We tailor the follow-up schedule to your child. Here is what usually happens:

• About 2 weeks after surgery, the neurosurgery team will see your child for a follow-up visit. We check your child’s healing and remove their stitches.
• In about 3 months, a neurosurgeon and a neurologist will see your child for a follow-up visit. Your child will have an MRI (magnetic resonance imaging) scan. These tests check blood flow in the affected areas of your child’s brain.
• Each year, your child will have a brain scan.

• Lowering the risk of stroke

  Even after surgery, your child will have a higher risk of stroke than most children. Some blood vessels in your child’s brain will not be as big as normal. 

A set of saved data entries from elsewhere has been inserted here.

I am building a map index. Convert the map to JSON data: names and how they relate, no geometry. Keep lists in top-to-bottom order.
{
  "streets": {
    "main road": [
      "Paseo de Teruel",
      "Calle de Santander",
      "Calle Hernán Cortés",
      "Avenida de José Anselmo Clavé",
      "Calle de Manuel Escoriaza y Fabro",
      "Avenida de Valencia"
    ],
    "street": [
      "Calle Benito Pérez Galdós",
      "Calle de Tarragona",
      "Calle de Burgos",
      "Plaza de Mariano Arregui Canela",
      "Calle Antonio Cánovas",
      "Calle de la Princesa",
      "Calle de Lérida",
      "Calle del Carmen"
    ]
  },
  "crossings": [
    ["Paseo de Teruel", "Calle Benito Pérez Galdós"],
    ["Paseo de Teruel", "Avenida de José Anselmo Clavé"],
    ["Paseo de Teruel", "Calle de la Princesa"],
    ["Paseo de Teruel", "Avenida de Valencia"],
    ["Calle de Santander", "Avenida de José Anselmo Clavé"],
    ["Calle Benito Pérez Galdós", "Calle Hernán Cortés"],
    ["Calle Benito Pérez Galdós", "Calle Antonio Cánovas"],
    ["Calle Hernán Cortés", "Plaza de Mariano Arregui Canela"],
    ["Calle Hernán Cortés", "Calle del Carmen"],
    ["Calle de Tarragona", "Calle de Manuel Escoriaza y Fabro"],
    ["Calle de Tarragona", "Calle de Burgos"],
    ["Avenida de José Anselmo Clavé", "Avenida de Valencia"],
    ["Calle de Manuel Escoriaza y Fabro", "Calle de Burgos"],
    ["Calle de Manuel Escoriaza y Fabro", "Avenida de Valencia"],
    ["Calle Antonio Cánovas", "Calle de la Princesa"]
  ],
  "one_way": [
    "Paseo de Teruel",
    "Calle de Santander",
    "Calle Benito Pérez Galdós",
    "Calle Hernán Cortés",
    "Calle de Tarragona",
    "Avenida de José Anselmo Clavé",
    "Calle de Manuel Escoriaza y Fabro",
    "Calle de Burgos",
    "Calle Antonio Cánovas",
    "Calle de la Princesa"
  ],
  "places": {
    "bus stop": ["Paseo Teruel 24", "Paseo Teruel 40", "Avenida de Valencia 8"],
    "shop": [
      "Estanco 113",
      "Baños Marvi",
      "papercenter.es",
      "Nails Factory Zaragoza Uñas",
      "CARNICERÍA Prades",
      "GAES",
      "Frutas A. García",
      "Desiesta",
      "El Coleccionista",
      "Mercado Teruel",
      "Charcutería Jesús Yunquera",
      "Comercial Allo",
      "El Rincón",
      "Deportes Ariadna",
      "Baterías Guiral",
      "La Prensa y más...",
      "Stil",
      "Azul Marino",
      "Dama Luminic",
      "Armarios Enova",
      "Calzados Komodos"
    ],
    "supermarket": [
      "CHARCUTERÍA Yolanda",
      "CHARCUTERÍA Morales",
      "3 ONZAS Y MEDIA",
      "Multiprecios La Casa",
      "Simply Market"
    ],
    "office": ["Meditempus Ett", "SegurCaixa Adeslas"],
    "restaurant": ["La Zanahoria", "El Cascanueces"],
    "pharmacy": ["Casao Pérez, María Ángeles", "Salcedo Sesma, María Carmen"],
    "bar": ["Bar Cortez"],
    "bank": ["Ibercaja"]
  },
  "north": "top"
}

  We will teach you – and your child, when they are old enough – how to lessen the risk of stroke, such as:

  • Take a low dose of aspirin each day to prevent blood clots that could block small arteries.
  • Avoid medicines that constrict the blood vessels, unless recommended by a doctor who knows about moyamoya and your child’s health history. These include medicines for migraine headaches.
  • Drink water and other fluids each day to keep your child’s blood volume and blood pressure high enough for good blood flow.
  • Use caution if taking medicines that increase the risk of blood clots, such as birth control pills.
  • Protect the brain and its arteries with a helmet during activities like biking, skiing or skateboarding.
  • Avoid strenuous activity in the months right after surgery. Talk to your child’s team about the right level of activity for your child.

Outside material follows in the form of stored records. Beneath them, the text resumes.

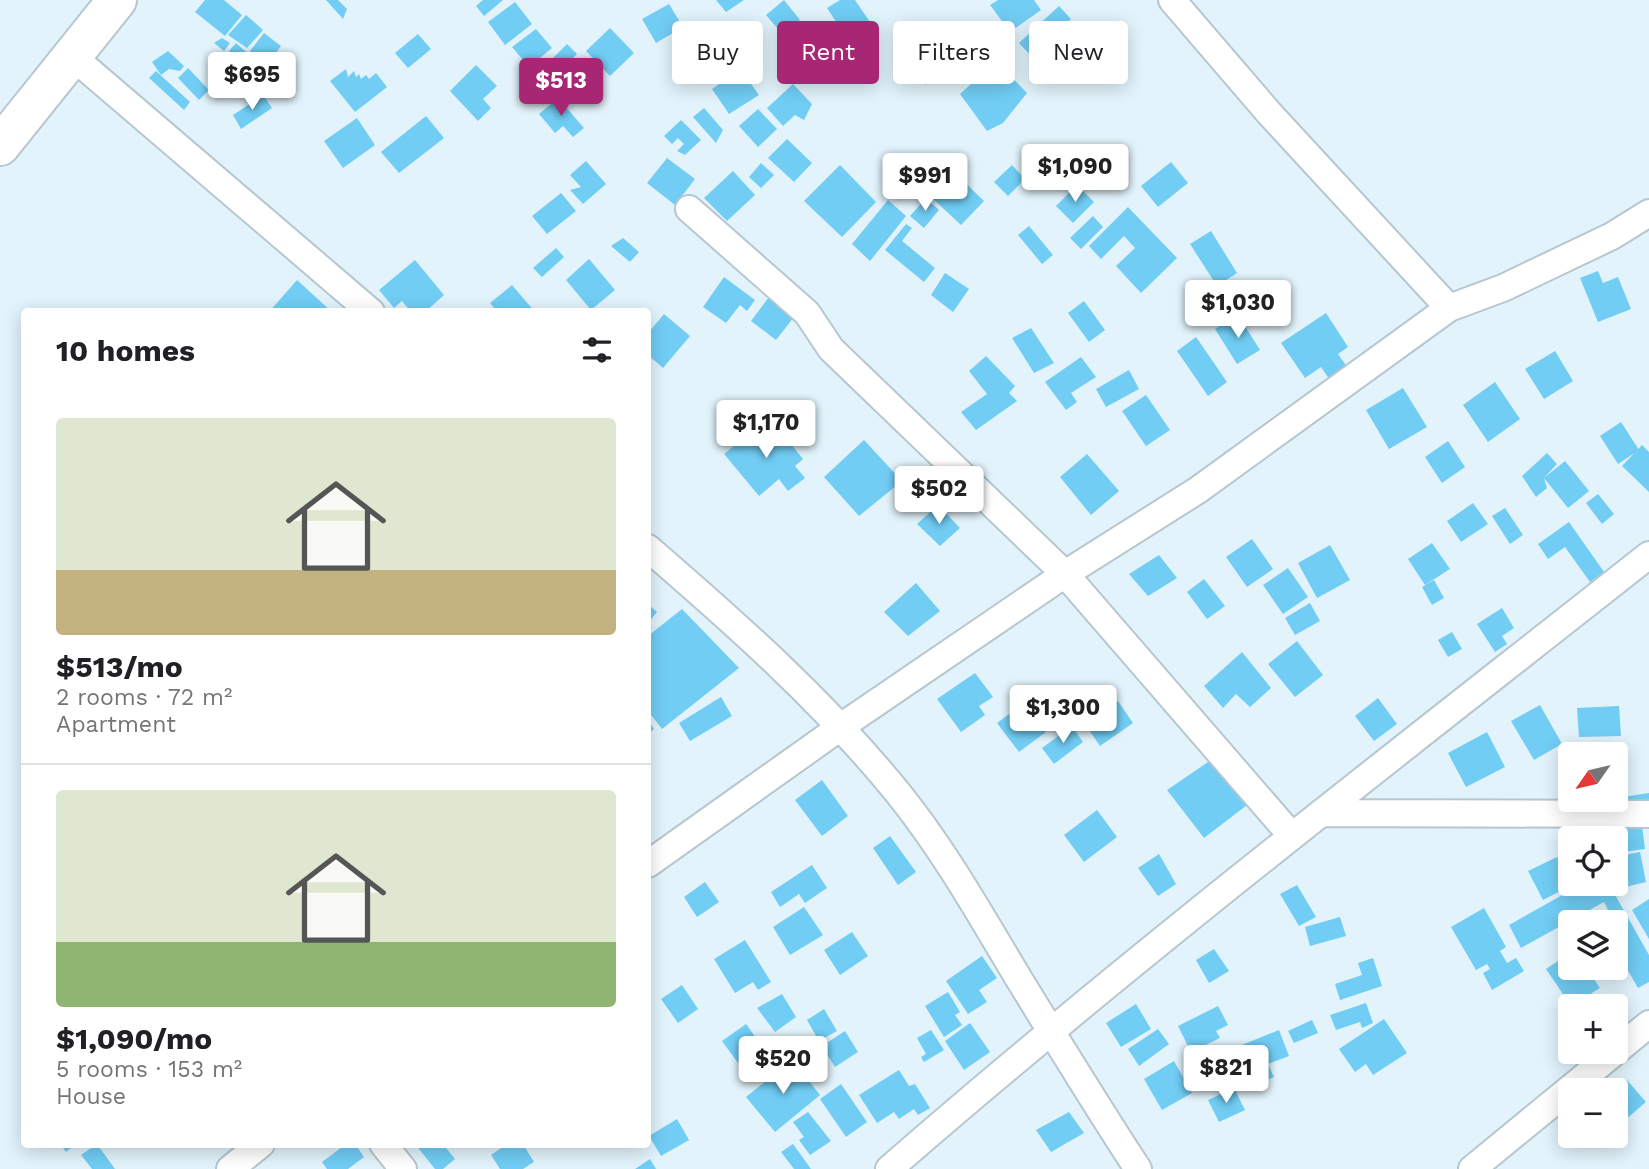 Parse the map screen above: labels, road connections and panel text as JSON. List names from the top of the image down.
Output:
{
  "north": "bottom left",
  "page": {
    "chip": [
      "Buy",
      "Rent",
      "Filters",
      "New"
    ],
    "price": [
      "$695",
      "$513",
      "$1,090",
      "$991",
      "$1,030",
      "$1,170",
      "$502",
      "$1,300",
      "$520",
      "$821"
    ],
    "heading": "10 homes",
    "list": [
      {
        "name": "$513/mo",
        "note": "2 rooms · 72 m² · Apartment"
      },
      {
        "name": "$1,090/mo",
        "note": "5 rooms · 153 m² · House"
      }
    ],
    "map_buttons": ["+", "−"]
  }
} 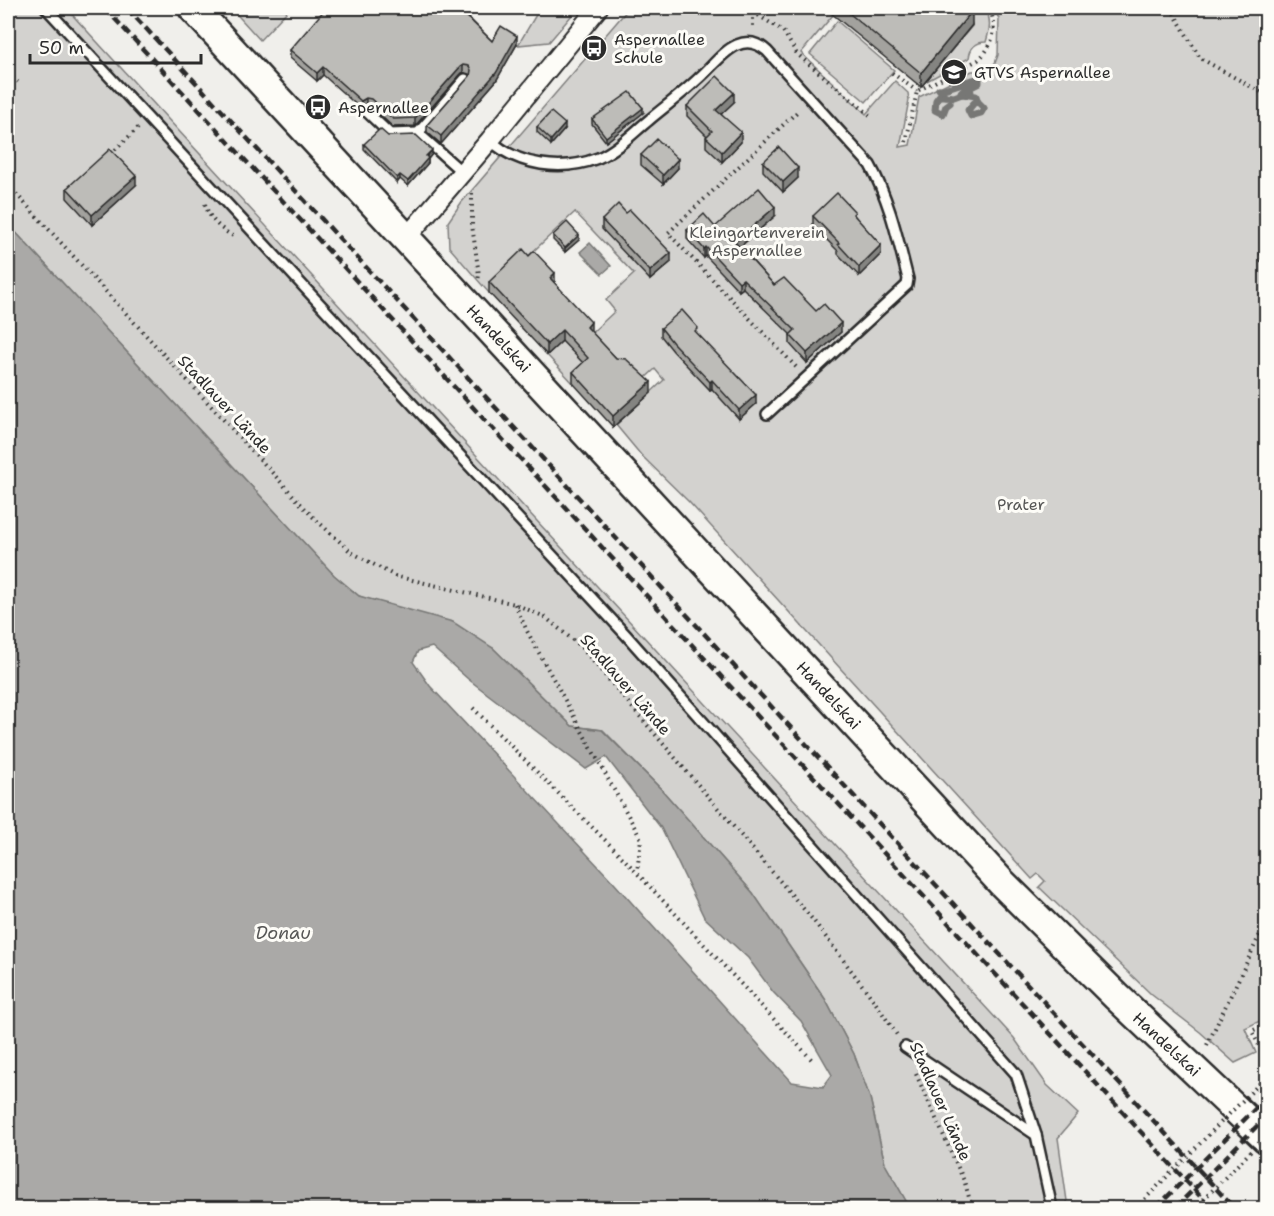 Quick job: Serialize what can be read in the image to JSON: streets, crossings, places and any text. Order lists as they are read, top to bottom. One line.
{"streets":{"main road":["Handelskai"],"path":["Stadlauer Lände"]},"water":["Donau"],"parks":["Kleingartenverein Aspernallee","Prater"],"places":{"bus stop":["Aspernallee Schule","Aspernallee"],"school or university":["GTVS Aspernallee"]},"scale_bar":"50 m"}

Seattle Children’s provides follow-up care to:

• Monitor your child’s health
• Prevent complications
• Manage symptoms or other health problems
• Improve your child’s quality of life

Ongoing care will depend on your child’s needs. For example, if reduced blood flow damaged your child’s brain, they may benefit from:

• Rehabilitation medicine
• Neuropsychology
• Physical therapy
• Occupational therapy
• Speech therapy

Our team is experienced in helping children return to school and other important activities after brain surgery or treatment for stroke. We also work with you to find resources in your community.

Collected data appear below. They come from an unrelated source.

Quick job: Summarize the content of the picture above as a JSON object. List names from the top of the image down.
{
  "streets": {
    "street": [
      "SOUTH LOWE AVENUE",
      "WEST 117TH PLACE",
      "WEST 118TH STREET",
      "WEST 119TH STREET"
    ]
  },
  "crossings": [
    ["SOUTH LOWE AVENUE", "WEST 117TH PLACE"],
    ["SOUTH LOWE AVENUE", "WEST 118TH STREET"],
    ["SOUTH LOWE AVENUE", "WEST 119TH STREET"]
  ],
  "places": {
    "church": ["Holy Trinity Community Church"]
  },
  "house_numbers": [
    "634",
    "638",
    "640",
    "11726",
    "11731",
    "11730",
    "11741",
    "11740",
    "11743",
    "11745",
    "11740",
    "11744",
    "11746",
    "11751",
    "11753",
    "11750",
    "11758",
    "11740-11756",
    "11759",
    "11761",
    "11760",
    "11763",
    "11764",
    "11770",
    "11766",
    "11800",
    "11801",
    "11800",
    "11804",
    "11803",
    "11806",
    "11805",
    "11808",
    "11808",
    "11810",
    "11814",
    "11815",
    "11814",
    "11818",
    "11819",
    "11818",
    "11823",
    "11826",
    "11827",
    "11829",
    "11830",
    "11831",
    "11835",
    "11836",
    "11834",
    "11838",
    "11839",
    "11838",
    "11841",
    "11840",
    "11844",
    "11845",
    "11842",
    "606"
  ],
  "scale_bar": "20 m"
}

• Transition to adult care

  As your child gets older, we prepare them to take on a greater role in their own care. When your child is ready, we connect them with experts who can meet their adult healthcare needs.

  We work closely with the neurosurgeons at Harborview Medical Center who treat moyamoya. Many of the doctors who treat moyamoya at Seattle Children’s also treat adults with moyamoya at Harborview.